Os ministros do Supremo Tribunal Federal (STF) iniciaram, nesta quarta-feira (27), às 9h, o julgamento em que decidirão se a demarcação em área contínua da Terra Indígena Raposa Serra do Sol, em Roraima, será mantida ou modificada. Está em jogo a permanência de menos de uma dezena de grandes produtores de arroz e 50 famílias de agricultores brancos em parte da área de 1,7 milhão de hectares, onde vivem 18 mil índios das etnias Macuxi, Wapichana, Patamona, Ingaricó e Taurepang.
Os brancos se recusam a deixar a reserva por não concordar com as indenizações propostas pela Fundação Nacional do Índio (Funai) após o decreto de homologação, de 15 de abril de 2005. Os índios reivindicam, sob o argumento de se tratarem de terras tradicionais, o direito de exercer a ocupação exclusiva da área, aguardada há décadas.
Ao todo, há no STF 33 ações que contestam a demarcação. A que será julgada hoje foi protocolada pelos senadores de Roraima Augusto Botelho (PT) e Mozarildo Cavalcanti (PTB). Eles sustentam que o laudo antropológico que resultou na demarcação em faixa contínua é falso e defendem a exclusão de áreas produtivas, sede de municípios e estradas. A decisão que for tomada pelo STF neste processo deverá ser estendida aos demais sobre o mesmo tema e influenciar o reconhecimento de outras terras indígenas no país.
"Nós vamos decidir sobre Raposa Serra do Sol. Mas se decidirmos a partir de coordenadas constitucionais objetivas, é evidente que isso servirá de parâmetro para todo processo demarcatório, se não os passados, ao menos os futuros", afirmou nesta semana o relator da ação, ministro Carlos Ayres Britto.
A tensão instalada em Roraima é um ingrediente a mais para a disputa. Em abril deste ano, uma operação da Polícia Federal (PF) para a retirada dos não-índios foi suspensa por liminar do próprio STF. Na época, pontes de acesso terra indígena foram destruídas e uma base de resistência armada foi montada na Vila Surumu sob a orientação do líder dos arrozeiros, Paulo César Quartiero, prefeito de Pacaraima (RR). Quartiero já foi preso duas vezes, uma delas em maio, quando índios foram baleados por funcionários do produtor ao tentar construir malocas nos limites de sua propriedade.
Nos últimos dias, índios e produtores intensificaram manifestações públicas e trocaram ameaças. Pelos menos 300 agentes da Polícia Federal e da Força Nacional de Segurança monitoram a área.
Para tornar a questão ainda mais complexa, as próprias comunidades indígenas se dividem entre o apoio e o repúdio aos produtores de arroz, sentimentos potencializados pela influência religiosa.

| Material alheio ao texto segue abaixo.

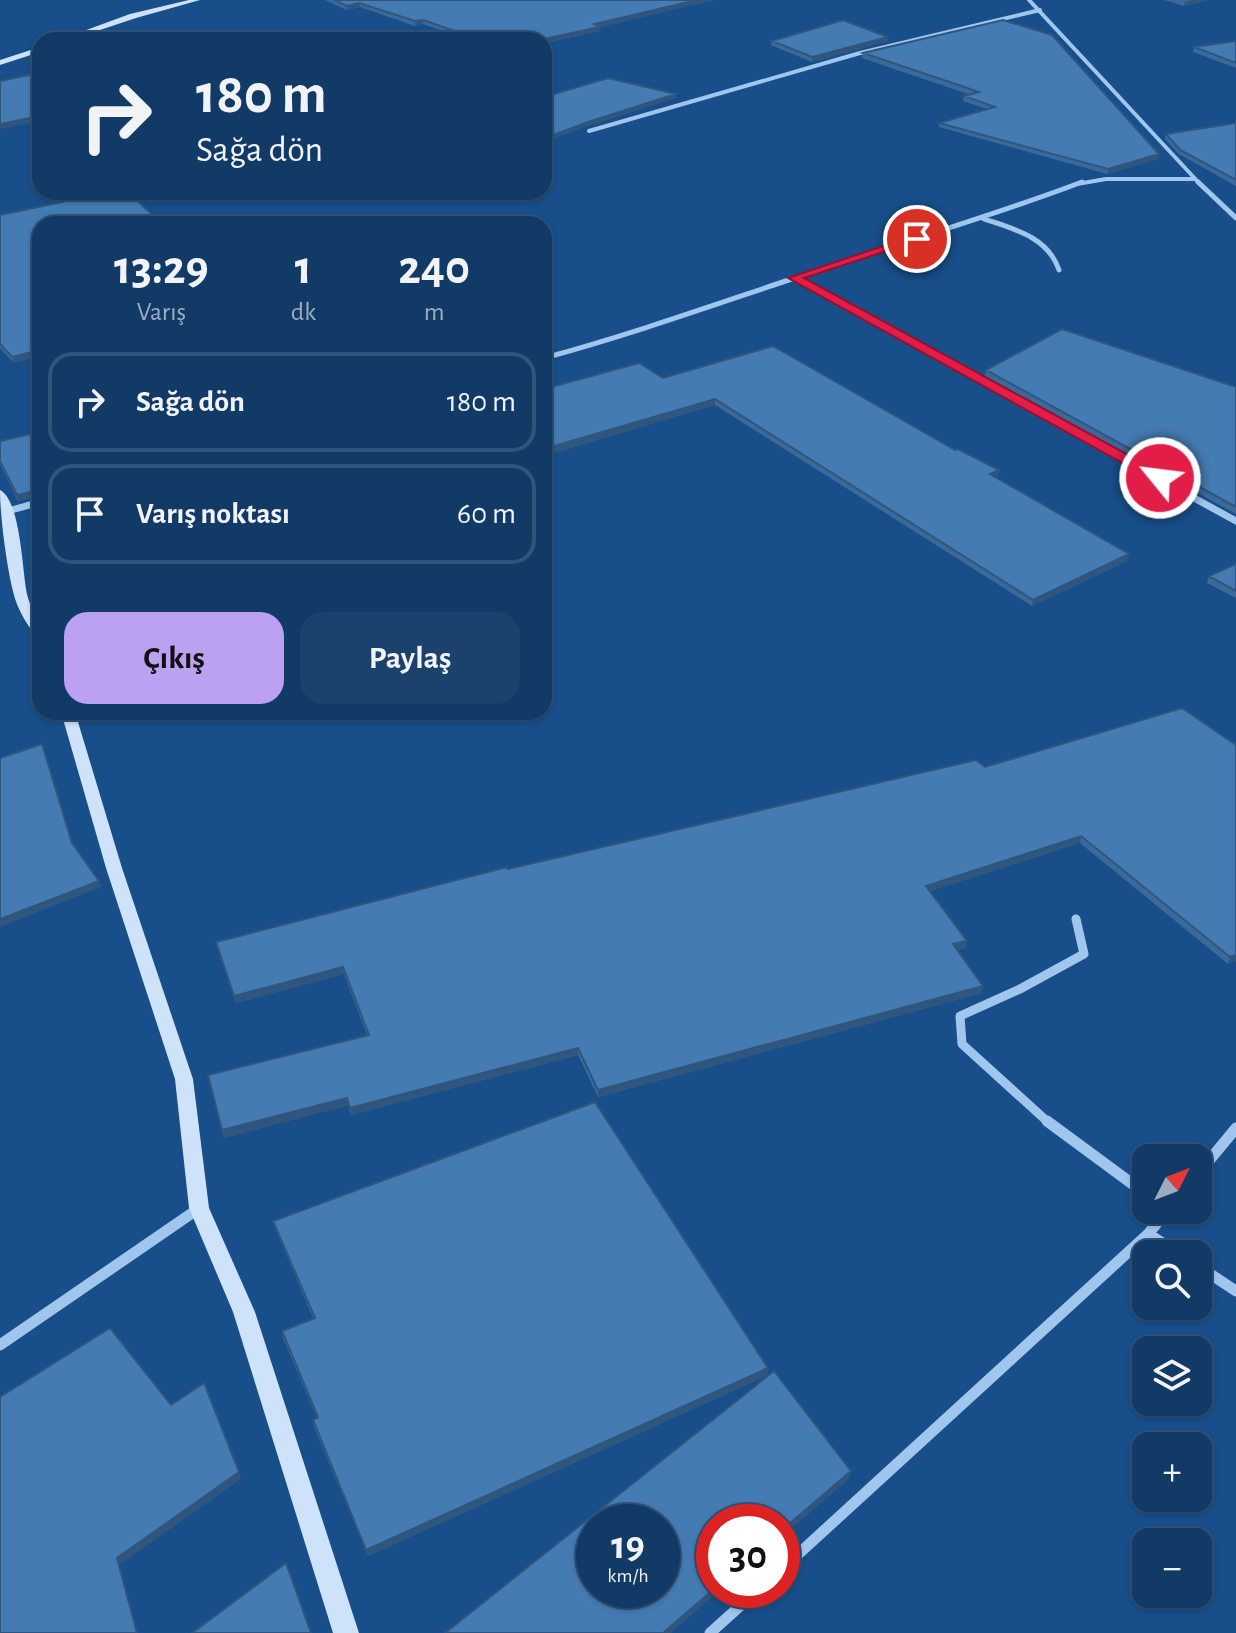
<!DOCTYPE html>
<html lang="tr">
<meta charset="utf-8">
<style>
body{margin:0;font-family:"Alegreya Sans",sans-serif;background:#1b416d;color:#f1f3f6;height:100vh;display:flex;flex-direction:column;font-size:30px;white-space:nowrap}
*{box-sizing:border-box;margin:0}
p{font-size:26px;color:#9cadc0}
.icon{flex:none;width:44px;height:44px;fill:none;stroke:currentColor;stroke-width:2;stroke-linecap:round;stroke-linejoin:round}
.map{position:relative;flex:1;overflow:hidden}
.panel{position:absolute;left:32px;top:216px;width:520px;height:504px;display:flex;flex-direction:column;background:#123a67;border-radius:24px;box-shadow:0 2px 6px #0004,0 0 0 2px #31547b}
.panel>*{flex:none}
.banner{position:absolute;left:32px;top:32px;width:520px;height:168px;border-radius:24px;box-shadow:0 2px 6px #0004,0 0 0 2px #31547b;background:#123a67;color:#f1f3f6;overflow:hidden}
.needle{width:52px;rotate:48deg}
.fabs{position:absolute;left:1132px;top:1144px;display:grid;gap:16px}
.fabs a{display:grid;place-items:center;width:80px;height:80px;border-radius:16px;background:#123a67;box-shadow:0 2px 6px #0004,0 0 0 2px #31547b;font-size:40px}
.speed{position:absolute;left:576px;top:1504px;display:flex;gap:16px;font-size:40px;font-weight:700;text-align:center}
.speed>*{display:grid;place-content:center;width:104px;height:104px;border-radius:50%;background:#123a67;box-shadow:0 2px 6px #0004,0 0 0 2px #31547b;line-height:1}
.speed small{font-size:20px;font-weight:400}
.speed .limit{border:12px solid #d22;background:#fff;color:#111}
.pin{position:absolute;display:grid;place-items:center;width:68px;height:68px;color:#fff;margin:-34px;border:4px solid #fff;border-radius:50%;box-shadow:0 2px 8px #0007}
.me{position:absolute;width:88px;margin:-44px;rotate:299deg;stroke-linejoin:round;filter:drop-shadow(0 0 6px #0008)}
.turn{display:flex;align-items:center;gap:28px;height:168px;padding:0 32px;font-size:36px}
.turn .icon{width:104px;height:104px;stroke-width:2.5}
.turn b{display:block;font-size:56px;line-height:68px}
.eta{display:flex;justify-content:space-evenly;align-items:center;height:136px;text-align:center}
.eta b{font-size:48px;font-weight:700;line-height:56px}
.button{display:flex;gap:16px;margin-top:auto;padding:16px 32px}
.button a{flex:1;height:92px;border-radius:24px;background:#bca0f2;color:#111;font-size:32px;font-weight:700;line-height:92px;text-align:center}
.button a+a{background:#1b416d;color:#f1f3f6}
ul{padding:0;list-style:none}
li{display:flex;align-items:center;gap:24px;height:100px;margin:0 16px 12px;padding:0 16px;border:4px solid #31547b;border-radius:24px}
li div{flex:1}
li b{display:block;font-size:30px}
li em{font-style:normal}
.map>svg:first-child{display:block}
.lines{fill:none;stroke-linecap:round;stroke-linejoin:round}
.street-far4{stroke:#a1c6ed;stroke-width:4}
.street-far3{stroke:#a1c6ed;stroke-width:5}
.street-far2{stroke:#a1c6ed;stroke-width:7}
.street-far1{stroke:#a1c6ed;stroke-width:9}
.street{stroke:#a1c6ed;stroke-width:11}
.secondary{fill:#cee2f9;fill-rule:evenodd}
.wall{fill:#3b6a9a}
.shaded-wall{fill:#30567d}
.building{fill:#457bb3;stroke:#30567d;stroke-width:2;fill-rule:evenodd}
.route{fill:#e11d48;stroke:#92132f;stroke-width:2}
</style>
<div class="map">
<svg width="1236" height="1633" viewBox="0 0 1236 1633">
<rect width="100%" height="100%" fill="#184e89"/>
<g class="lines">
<path class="street-far4" d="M1029 0 1200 184
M589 131 860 53 1040 10
M1077 184 1106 179H1194"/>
<path class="street-far3" d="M1198 182 1236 218
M984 219C1014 229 1048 237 1059 270
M794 278 1054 421
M544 358C640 332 733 298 828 267 913 239 998 214 1082 182"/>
<path class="street-far2" d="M1050 419 1236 521
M8 511 40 502"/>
<path class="street-far1" d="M1049 1123 962 1044 960 1016 1020 989 1084 954 1076 919"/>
<path class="street" d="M1047 1121 1146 1194
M1198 1174 1236 1128
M1148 1234 1180 1254
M1198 1266 1236 1291
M0 1345 198 1209
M782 1569 1148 1234 1168 1210
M710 1633 758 1590"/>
<path class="secondary" d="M189 0H200L136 18 70 40H59L130 14Z
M40 47V52L0 65V60Z
M0 490C21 501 22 571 27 594 31 612 40 614 40 636 29 632 17 607 14 595 7 569 0 517 0 490Z
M61 712H75L122 868 193 1079 209 1208 255 1312 359 1633H333L233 1312 189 1208 175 1079 106 868Z"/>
</g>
<path class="wall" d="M325 0H714L600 27V31L544 43V40H469L423 24 415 26 360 7 347 10Z
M1164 0H1208L1184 6Z
M772 41H888L812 62 771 45Z
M1236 41V68L1193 52 1194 47Z
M863 53 1159 154 1158 159 1107 174 939 127V123L987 109 963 101 964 96 971 95 862 58Z
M1236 123V186L1179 154 1165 139 1166 134Z
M0 215 40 224V356L14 363 0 348Z
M986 370 1236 387V514L985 376Z
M663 378 955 450 999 470 998 476 996 477 1127 561 1032 606 715 405 544 455V389Z
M40 432 18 501 0 464V441Z
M1236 564V598L1207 583 1209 576Z
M1236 745V961L1228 964 1080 843 930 891 966 948 957 950 982 993 598 1097 578 1055 351 1115 348 1105 224 1138 208 1075 367 1035 344 974 236 1003 216 942 508 869 985 767Z
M273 1221 768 1368V1375L368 1556 314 1427 313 1420 317 1418 283 1338 282 1331 313 1318 275 1228Z"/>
<path class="shaded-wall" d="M697 0H714L597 28 600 27V31L544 43V40H539L594 24Z
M1192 0H1208L1184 6 1185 2Z
M359 3 360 7 347 10V6Z
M423 20V24L415 26V21Z
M888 37V41L812 62V57Z
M676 94V98L588 126 548 141V137L588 122Z
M40 116V121L0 129V124Z
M1159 154 1158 159 1107 174 1108 169Z
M40 350V356L14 363 12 357Z
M715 399V405L545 456V450Z
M999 470 998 476 989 480 990 474Z
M40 490V496L18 501 17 495Z
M1129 554 1127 561 1032 606 1033 600Z
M1081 836 1080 843 925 893 926 886Z
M99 881 101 887 0 927V919Z
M967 941 966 948 951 951 953 944Z
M1236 955V961L1228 964 1230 957Z
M343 967 344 974 236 1003 234 996Z
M983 986 982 993 598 1097V1090Z
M578 1048V1055L351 1115 350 1108Z
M347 1098 348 1105 224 1138 222 1130Z
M768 1368V1375L368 1556 366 1550Z
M851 1471 850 1478 782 1537V1530Z
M239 1472 241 1479 119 1565 117 1558Z
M714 1589 720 1590 671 1633H663Z"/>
<path class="building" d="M334 0H697L594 24 600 27 539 40H481L423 20 415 21 359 3 347 6Z
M843 20 888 37 812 57 772 41Z
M1003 20 1052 35 1159 154 1108 169 939 123 995 107 964 96 979 92 863 53Z
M1236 41V63L1194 47Z
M29 75 40 80V116L0 124V81Z
M608 78 676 94 588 122 548 137 544 136V97Z
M1236 123V180L1180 150 1166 134Z
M110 192H128L162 224H40V350L12 357 0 344V215Z
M1062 329 1236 387V507L986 370Z
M773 346 955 450 958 449 999 470 990 474 1129 554 1033 600 715 399 544 449V389L639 363 663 378Z
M40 432V490L17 495 0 461V441Z
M1236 564V591L1209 576Z
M1182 708 1236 745V955L1230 957 1081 836 926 886 967 941 953 944 983 986 598 1090 578 1048 350 1108 347 1098 222 1130 208 1075 369 1035 343 967 234 996 216 942 507 867 508 869 976 760 985 767Z
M42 744 72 843 99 881 0 919V758Z
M595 1102 768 1368 366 1550 313 1420 318 1417 282 1331 315 1318 273 1221Z
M110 1328 171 1405 204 1383 239 1472 117 1558 137 1633H0V1397Z
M774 1371 851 1471 782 1530V1522H714V1589L663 1633H445ZM594 1522H662V1590H594Z
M286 1563 311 1633H192Z"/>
<path class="route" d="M913 236 923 239 804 278 1165 475V481H1155L788 278Z"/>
</svg>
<div class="fabs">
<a><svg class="needle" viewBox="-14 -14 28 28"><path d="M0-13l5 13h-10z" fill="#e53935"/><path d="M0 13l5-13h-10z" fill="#9cadc0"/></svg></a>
<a><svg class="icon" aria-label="search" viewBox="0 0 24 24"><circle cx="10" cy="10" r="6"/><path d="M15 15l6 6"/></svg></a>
<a><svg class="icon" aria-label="layers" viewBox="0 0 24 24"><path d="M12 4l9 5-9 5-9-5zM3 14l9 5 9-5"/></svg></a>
<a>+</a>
<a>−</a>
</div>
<div class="speed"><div>19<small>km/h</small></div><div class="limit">30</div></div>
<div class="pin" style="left:917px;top:239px;background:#d93025"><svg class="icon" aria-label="arrive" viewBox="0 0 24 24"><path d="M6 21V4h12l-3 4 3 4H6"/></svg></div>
<svg class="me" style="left:1160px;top:478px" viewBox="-20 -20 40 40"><circle r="17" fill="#e11d48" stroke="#fff" stroke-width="3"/><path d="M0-11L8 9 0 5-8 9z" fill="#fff"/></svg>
<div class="banner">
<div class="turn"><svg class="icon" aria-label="right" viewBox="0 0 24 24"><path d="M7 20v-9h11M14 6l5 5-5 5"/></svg><div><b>180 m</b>Sağa dön</div></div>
</div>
<section class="panel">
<div class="eta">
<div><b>13:29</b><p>Varış</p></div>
<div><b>1</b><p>dk</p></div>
<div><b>240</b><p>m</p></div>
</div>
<ul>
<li><svg class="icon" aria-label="right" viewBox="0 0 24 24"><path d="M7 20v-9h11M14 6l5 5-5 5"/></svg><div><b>Sağa dön</b></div><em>180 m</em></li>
<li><svg class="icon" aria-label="arrive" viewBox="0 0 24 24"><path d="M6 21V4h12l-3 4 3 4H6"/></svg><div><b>Varış noktası</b></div><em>60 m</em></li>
</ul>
<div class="button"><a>Çıkış</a><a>Paylaş</a></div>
</section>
</div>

Comunidades evangélicas não se opõem permanência dos arrozeiros, enquanto as católicas querem a expulsão. Uns dizem que os produtores geram emprego, outros que eles degradam o meio ambiente e ameaçam as tradições indígenas.
O julgamento deverá durar pelo menos dois dias, caso não haja pedido de vista, e começará pela leitura do relatório do ministro Britto. Em seguida, várias partes interessadas deverão fazer sustentações orais. De um lado, a Advocacia Geral da União (AGU), a Funai e o Conselho de Indígenas de Roraima, em defesa da demarcação contínua. De outro, os autores da ação, o governo de Roraima e a associação dos arrozeiros do estado pela anulação da demarcação. A Procuradoria Geral da República também apresentará um parecer.
O relator revelará o seu voto, redigido em 108 páginas, após todas as partes se manifestarem. Nos últimos meses, todas as vezes em que foi questionado sobre a matéria, Ayres Britto evitou declarações conclusivas, mas revelou ter observado em visita Raposa Serra do Sol vazios demográficos. O presidente do STF, ministro Gilmar Mendes, chegou a declarar que a Constituição Federal oferece soluções adequadas para o impasse.